Further, the test–retest reliability of a single-point estimate over 15 days is suggestive of an enduring nature of overconfidence, as one would suspect with a general overconfidence. Even with a single-item measure (i.e., estimated performance on the GOT), test–retest reliability was adequate and similar to that found with emotional and self-regulation (Beauchamp et al., 2017; Enkavi et al., 2019). Furthermore, aggregated confidence ratings met or exceeded other validated measures, showing that multiple responses greatly improved reliability. Yet, further work is needed to further develop and optimize the GOT and other measures that follow from this approach.

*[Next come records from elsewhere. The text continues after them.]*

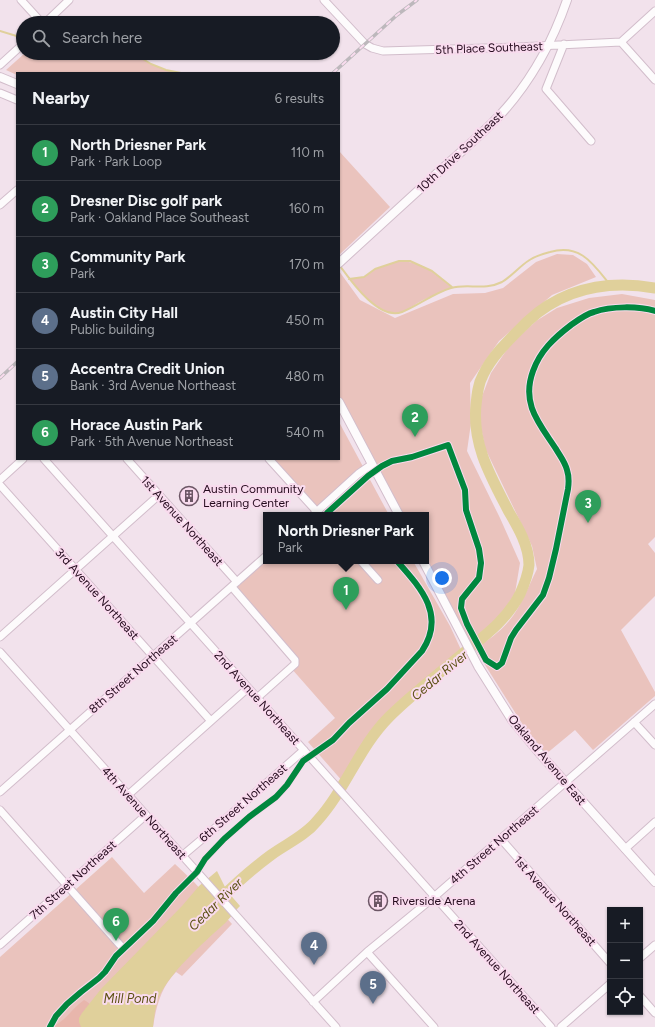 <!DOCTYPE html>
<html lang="en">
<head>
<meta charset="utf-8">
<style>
	:root { --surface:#171b24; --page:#242831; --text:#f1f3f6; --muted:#9ea1a6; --line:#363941; --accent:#ea580c }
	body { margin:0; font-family:Figtree,sans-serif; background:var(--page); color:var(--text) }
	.controls { position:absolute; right:12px; bottom:12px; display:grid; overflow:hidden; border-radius:0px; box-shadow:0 1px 3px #0004 }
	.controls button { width:36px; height:36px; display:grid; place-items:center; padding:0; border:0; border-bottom:1px solid var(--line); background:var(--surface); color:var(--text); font:20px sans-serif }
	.you { position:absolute; left:442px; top:578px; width:14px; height:14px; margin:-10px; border:3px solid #fff; border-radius:50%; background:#1a73e8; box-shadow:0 0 0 6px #1a73e833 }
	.badge { display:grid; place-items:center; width:26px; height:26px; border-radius:50%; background:var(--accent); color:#fff; font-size:13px; font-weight:700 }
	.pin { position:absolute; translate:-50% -33px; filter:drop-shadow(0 1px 2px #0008) }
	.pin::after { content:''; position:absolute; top:21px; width:14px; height:12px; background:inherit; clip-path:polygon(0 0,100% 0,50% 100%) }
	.popup { position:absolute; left:263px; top:512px; width:166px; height:52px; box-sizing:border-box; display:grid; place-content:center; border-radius:0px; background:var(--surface); filter:drop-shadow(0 1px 3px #0005); font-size:13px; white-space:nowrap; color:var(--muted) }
	.popup b { font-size:15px; color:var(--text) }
	.popup::after { content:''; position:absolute; left:50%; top:100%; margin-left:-8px; border:8px solid transparent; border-top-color:var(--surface) }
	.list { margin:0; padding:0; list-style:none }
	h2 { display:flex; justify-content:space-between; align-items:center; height:52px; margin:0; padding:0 16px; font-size:17px }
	h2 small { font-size:13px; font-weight:400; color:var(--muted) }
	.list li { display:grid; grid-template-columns:26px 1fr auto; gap:12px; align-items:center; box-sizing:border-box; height:56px; padding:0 16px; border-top:1px solid var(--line) }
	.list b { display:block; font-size:15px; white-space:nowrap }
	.list p { margin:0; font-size:13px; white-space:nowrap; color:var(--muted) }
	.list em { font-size:13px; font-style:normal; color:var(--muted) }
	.icon { flex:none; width:22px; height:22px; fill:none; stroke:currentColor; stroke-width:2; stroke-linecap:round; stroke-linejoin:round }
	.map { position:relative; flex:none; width:655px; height:1027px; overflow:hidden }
	.search { position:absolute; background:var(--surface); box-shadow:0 1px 3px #0004; left:16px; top:16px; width:324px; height:44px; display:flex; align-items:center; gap:10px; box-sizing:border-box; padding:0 14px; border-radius:22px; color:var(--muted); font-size:15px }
	.panel { position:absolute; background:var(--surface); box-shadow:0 1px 3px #0004; left:16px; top:72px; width:324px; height:388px; border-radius:0px }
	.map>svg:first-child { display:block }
	.green { fill:#eac3bd }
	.forest { fill:#e8b6ac }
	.water { fill:#e0d09b }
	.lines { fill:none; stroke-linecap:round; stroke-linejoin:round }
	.stream { stroke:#e0d09b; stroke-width:2 }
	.river { stroke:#e0d09b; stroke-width:11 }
	.minor-casing { stroke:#d2bdcb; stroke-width:9 }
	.major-casing { stroke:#d2bdcb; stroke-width:10 }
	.minor { stroke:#fdfbfc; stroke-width:7 }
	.major { stroke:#fdfbfc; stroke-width:8 }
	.rail-casing { stroke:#bdb8bc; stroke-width:3.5 }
	.rail { stroke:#f9dbee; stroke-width:2; stroke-dasharray:6; stroke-linecap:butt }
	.cycleway-casing { stroke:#f9dbee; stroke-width:8 }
	.cycleway { stroke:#00873e; stroke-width:6 }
	.labels { text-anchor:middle; stroke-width:4; stroke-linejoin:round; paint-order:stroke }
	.street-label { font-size:12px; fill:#240a1d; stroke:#f9dbee }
	.poi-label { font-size:12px; fill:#240a1d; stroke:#f9dbee; text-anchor:start }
	.water-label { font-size:13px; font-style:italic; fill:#5c5114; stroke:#f9dbee }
</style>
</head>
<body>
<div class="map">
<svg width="655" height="1027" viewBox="0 0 655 1027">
	<rect width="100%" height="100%" fill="#f2e2ec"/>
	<path class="green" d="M25,53H69L78,56H90L103,53H133L151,64L166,70L181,73H17V75L6,70Z
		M339,151L390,207L339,255Z
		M557,254L573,255L587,264L596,277L552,295L499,341L470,383L471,423L467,451L500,518L520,563L515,593L499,618L471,643L426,559V515H402L339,395V271L360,300L395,318L453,294L485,293L503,288L536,262Z
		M399,261C423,262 435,272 452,288C441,292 431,296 421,301C414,305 406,311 399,313C381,316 359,291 349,279L364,277L375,269Z
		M622,294L655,300V537L648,544L655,553V596L621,630L655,692V696L593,750L575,730L546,754L523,725L475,649C487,641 500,632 509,621C521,607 529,585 537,569L532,546L485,448L480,422L481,399L491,373L510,345L536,321L557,308L589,298Z
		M339,422L389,515H313L316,512L269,459H339Z
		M266,556V561H413L450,626L463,654C432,680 398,704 372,736C361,750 354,768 344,783L308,742L335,718L291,668L295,664L232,587Z
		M112,857L144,893L175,864L194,882L232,924L182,976L176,972C161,987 156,1007 153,1027H0V957Z"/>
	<path class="forest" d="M84,1000C95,1005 94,1016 95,1027H50C65,1023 71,1009 84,1000Z"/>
	<path class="water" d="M217,871L227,891L240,906C234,912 229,920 223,925C203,943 168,974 158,999C155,1008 154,1018 153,1027H81L79,1022V1018L82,1013L101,989L182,906L199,886Z"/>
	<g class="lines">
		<path class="stream" d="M0,31L23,38
			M69,53C81,57 91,56 103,53
			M133,53L151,64L166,70L181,73
			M340,266C351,281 379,321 402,312C419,305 434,293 451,288C468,283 484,291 502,282C512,276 519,267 528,261C535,256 542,254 550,252C581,243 594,265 611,286
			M349,279L364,277L375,269L399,261H410L432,271L452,287"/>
		<path class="river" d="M218,901C235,884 252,869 271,855C286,844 305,836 317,821C346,789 359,747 389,717C413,693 440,673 466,651C487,634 507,619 520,594C524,585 528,575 529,565C529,546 518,527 509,512C491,477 472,445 476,405C477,394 478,384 483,375C493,354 512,337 528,321C564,288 608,280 655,288"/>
		<defs>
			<path id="minor" d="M21,0L42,23
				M324,0L365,44L372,48L383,51L517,47L621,42
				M45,23L69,0
				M621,42L655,80
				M621,42L655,11
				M564,44L546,89L591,141
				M0,65L23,44
				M0,93L17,100
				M0,205L17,190
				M44,459L551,1027
				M127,459L237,582
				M269,459L319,514
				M0,480L23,459
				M0,485L210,720
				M313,515L358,474L371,465
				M361,561L378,580
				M232,587L295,660V664L257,698
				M0,637L159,495
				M0,652L336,1027
				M634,722L655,745
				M0,792L266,556
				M128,795L248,688
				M0,810L120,945
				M501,839L610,963
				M625,849L655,822
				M182,856L214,829L304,750
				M0,945L146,815
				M367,952L434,1027
				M640,958L655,945
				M640,996L655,1013
				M313,1002L367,952L434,897L655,704
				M561,1027L610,984"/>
			<path id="major" d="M0,77L17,84
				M339,263C371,234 402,205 433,177C456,156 479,137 500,115C530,83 553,41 567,0
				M339,402L399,515
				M423,561L478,666L512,720L541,755L655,882"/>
		</defs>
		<use href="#minor" class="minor-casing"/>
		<use href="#major" class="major-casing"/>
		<use href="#minor" class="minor"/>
		<use href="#major" class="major"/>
		<defs>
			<path id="rail" d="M333,73L397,15L417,0
				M0,378L17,362"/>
		</defs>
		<use href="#rail" class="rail-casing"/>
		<use href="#rail" class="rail"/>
		<defs>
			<path id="cycleway" d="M329,515L327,513L368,476L382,466L392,461L412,457L448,445L465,490L466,510L479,549L481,563L479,578L462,599L461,608L467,624L486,660L497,667L502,663L511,638L516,630L543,595L549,578L556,549L568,489C569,482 569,476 567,470C565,462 560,456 556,449C539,423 521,404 533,371C540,351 554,338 571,325C578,320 586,314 594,312C611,306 639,306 655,311
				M50,1027L56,1016L67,1004L81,992L99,978L105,972L116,956L153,921L176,893L197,872L205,859L224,839L249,817L276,797L287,785L303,761L333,740L349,723L387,689L422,651C446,615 421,588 397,561"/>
		</defs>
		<use href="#cycleway" class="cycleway-casing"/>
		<use href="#cycleway" class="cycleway"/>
	</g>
	<defs>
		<symbol id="building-ring" viewBox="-11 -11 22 22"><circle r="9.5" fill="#f9dbee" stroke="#6c5665" stroke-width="1.5"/><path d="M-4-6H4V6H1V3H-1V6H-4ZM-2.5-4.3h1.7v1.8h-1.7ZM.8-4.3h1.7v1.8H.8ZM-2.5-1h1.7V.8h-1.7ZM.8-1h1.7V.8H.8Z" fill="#6c5665"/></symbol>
	</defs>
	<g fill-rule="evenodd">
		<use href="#building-ring" x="178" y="485" width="22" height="22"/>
		<use href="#building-ring" x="367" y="890" width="22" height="22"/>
	</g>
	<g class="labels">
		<g class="street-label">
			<text transform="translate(489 48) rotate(-2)" y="4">5th Place Southeast</text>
			<text transform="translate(460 152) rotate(-43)" y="4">10th Drive Southeast</text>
			<text transform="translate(182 521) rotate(48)" y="4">1st Avenue Northeast</text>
			<text transform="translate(97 594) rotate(48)" y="4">3rd Avenue Northeast</text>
			<text transform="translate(133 674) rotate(-41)" y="4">8th Street Northeast</text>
			<text transform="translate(257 698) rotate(48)" y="4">2nd Avenue Northeast</text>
			<text transform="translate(547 760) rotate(50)" y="4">Oakland Avenue East</text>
			<text transform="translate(243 803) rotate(-41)" y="4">6th Street Northeast</text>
			<text transform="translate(144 813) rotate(48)" y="4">4th Avenue Northeast</text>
			<text transform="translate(494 845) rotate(-41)" y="4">4th Street Northeast</text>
			<text transform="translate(73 880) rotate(-42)" y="4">7th Street Northeast</text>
			<text transform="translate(555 901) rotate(48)" y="4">1st Avenue Northeast</text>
			<text transform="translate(497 967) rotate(48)" y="4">2nd Avenue Northeast</text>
		</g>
		<g class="poi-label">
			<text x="203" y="493">Austin Community<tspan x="203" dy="14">Learning Center</tspan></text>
			<text x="392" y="905">Riverside Arena</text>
		</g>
		<g class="water-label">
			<text transform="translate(439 675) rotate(-40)" y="5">Cedar River</text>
			<text transform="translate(215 904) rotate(-44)" y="5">Cedar River</text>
			<text x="130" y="1003">Mill Pond</text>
		</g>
	</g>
</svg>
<div class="controls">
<button>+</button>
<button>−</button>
<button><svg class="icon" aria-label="locate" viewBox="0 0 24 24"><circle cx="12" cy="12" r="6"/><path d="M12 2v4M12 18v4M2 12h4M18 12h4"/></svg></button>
</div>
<div class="you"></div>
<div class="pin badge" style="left:346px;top:610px;background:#2e9e5b">1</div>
<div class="popup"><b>North Driesner Park</b>Park</div>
<div class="pin badge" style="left:415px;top:437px;background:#2e9e5b">2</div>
<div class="pin badge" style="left:588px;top:523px;background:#2e9e5b">3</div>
<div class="pin badge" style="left:314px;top:965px;background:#5c6f8a">4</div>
<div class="pin badge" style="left:373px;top:1004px;background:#5c6f8a">5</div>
<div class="pin badge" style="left:116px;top:941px;background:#2e9e5b">6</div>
<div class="search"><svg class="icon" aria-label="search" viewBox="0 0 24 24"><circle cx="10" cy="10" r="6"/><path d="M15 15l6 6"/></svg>Search here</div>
<section class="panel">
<h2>Nearby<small>6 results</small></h2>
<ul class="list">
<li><span class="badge" style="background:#2e9e5b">1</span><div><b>North Driesner Park</b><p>Park · Park Loop</p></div><em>110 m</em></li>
<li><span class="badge" style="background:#2e9e5b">2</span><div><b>Dresner Disc golf park</b><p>Park · Oakland Place Southeast</p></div><em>160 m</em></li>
<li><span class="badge" style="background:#2e9e5b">3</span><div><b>Community Park</b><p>Park</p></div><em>170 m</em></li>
<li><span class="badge" style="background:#5c6f8a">4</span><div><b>Austin City Hall</b><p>Public building</p></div><em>450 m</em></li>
<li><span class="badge" style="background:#5c6f8a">5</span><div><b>Accentra Credit Union</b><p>Bank · 3rd Avenue Northeast</p></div><em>480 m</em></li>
<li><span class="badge" style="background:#2e9e5b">6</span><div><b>Horace Austin Park</b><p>Park · 5th Avenue Northeast</p></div><em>540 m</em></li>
</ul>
</section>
</div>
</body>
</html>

Normally, the presence of individual differences in task performance is accounted for by subtracting their scores from estimated performance. Although the GOT removes individual effects associated with ability on a given task, individual variation for the slope of the reverse calibration curve (i.e., subjective probability estimates as a function of objective probabilities; see Erev et al., 1994) remains unaccounted for. That is, it is unclear the proportion that the GOT captures a general overconfidence versus individual differences on the reverse calibration curve. For instance, if people differ in regression away from extreme values, it could produce differences in overconfidence on the GOT. Future work may focus on fixing performance at a higher level, as well at chance levels, to examine individual differences on the reverse calibration curve.

9. Conclusion

Do individual differences in overconfidence exist? We found that some individuals consistently overestimate their abilities, even when presented with a nonsensical task. Specifically, those who were overconfident were more likely to endorse epistemically suspect beliefs and displayed stable levels of confidence over 15 days. This has implications when considering the development of interventions aimed at stemming negative behavioral outcomes of overconfidence, including epistemically suspect beliefs. It is plausible that the efficacy of these interventions will be directly affected by the malleability (or rigidity) of one’s general tendency to be overconfident. Regardless, even in the absence of skill, it appears that being unaware is a hallmark of overconfidence.